The good news is that all vaccines will protect against severe diseases from the Delta value. Researchers from one paper found that if you received the Pfizer or AstraZeneca vaccines, your chance of not getting a severe disease from the Delta variant was over 90%. Moderna, a couple of days ago, also had similar results. We still don’t have data for Johnson & Johnson. So that means that if you get the vaccine that’s the best way.

The situation we have in the U.S. is that we haven’t reached herd immunity yet, and there are areas, particularly in the southeastern United States, where they have pockets of low vaccination rates. That’s created some geographical locations where the Delta variant can spread and can lead to increased transmission and hospitalization. We might have two versions of the U.S., one where the majority of people are vaccinated and they can resume their lives like pre-COVID[-19], and then you have other areas where the vaccination rate is low and the virus could be transmitted quickly and where it might be reasonable to discuss wearing masks.

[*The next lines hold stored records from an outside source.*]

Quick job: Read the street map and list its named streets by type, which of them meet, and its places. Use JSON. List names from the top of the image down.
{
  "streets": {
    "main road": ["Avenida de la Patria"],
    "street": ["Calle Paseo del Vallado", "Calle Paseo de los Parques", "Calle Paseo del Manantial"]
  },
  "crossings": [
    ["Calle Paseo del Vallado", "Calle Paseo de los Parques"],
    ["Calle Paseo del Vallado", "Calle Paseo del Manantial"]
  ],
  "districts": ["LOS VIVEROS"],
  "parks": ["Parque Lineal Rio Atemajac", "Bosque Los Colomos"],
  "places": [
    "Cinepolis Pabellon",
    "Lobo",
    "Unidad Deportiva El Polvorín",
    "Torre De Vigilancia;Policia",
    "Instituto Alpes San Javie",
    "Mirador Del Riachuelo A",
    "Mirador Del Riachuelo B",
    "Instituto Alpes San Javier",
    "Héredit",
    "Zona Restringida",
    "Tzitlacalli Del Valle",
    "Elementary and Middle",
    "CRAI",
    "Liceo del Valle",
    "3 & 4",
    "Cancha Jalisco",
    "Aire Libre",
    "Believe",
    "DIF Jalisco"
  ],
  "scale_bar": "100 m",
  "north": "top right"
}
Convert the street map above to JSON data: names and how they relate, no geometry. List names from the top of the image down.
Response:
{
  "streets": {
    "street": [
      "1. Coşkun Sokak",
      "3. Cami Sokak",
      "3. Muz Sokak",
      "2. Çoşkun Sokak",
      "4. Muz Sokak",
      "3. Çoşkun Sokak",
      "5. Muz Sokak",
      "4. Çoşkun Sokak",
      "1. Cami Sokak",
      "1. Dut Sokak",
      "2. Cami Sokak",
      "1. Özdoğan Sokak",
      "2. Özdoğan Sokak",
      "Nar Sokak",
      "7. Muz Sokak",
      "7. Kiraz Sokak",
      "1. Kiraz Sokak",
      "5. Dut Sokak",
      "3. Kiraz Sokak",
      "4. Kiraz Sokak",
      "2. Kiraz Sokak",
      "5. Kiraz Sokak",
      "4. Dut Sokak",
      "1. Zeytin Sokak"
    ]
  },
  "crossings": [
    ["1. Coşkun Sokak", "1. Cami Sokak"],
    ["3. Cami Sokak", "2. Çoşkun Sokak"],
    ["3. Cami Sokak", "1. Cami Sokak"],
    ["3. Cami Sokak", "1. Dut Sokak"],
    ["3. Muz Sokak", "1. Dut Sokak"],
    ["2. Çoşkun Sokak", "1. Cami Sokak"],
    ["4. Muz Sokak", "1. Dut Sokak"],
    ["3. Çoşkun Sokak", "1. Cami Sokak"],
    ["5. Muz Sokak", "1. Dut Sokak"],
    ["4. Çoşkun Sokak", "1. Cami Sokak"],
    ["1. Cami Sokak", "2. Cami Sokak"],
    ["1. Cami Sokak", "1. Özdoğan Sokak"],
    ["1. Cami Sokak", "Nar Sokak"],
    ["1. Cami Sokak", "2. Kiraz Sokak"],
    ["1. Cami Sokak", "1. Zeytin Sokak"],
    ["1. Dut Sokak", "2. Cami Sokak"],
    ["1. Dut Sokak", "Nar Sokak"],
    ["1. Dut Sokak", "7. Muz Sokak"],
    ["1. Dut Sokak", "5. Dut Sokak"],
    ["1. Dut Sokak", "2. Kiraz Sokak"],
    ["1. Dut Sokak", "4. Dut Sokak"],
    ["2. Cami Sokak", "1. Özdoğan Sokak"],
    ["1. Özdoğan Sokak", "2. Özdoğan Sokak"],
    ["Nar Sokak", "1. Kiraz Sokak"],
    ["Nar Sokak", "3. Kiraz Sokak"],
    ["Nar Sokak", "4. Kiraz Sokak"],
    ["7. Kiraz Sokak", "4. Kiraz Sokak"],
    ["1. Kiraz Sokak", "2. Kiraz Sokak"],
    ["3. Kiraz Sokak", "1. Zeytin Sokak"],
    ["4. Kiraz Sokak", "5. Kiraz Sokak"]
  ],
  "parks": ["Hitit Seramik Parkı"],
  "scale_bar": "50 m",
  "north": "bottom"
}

So if you’re vaccinated, you don’t need to worry about it.

What can you say about the COVID-19 vaccine currently undergoing clinical trials, Novavax?

I know that they are planning to vie for [Food and Drug Administration] approval but I believe that’s going to be in the next couple of months. Novavax from what I’ve seen is similarly effective to what we have, so it’s 90% efficacy overall, and effective against those variants of concern as well. So I think it will be an additional tool and an alternative option. I think it’s really exciting to see that we have more and more vaccines to present so that we can have them available for other people in the world. The more vaccines we have, the more can prevent global transmission worldwide, which will also lead to a decreased chance of developing new mutations and new variants that could come back to us.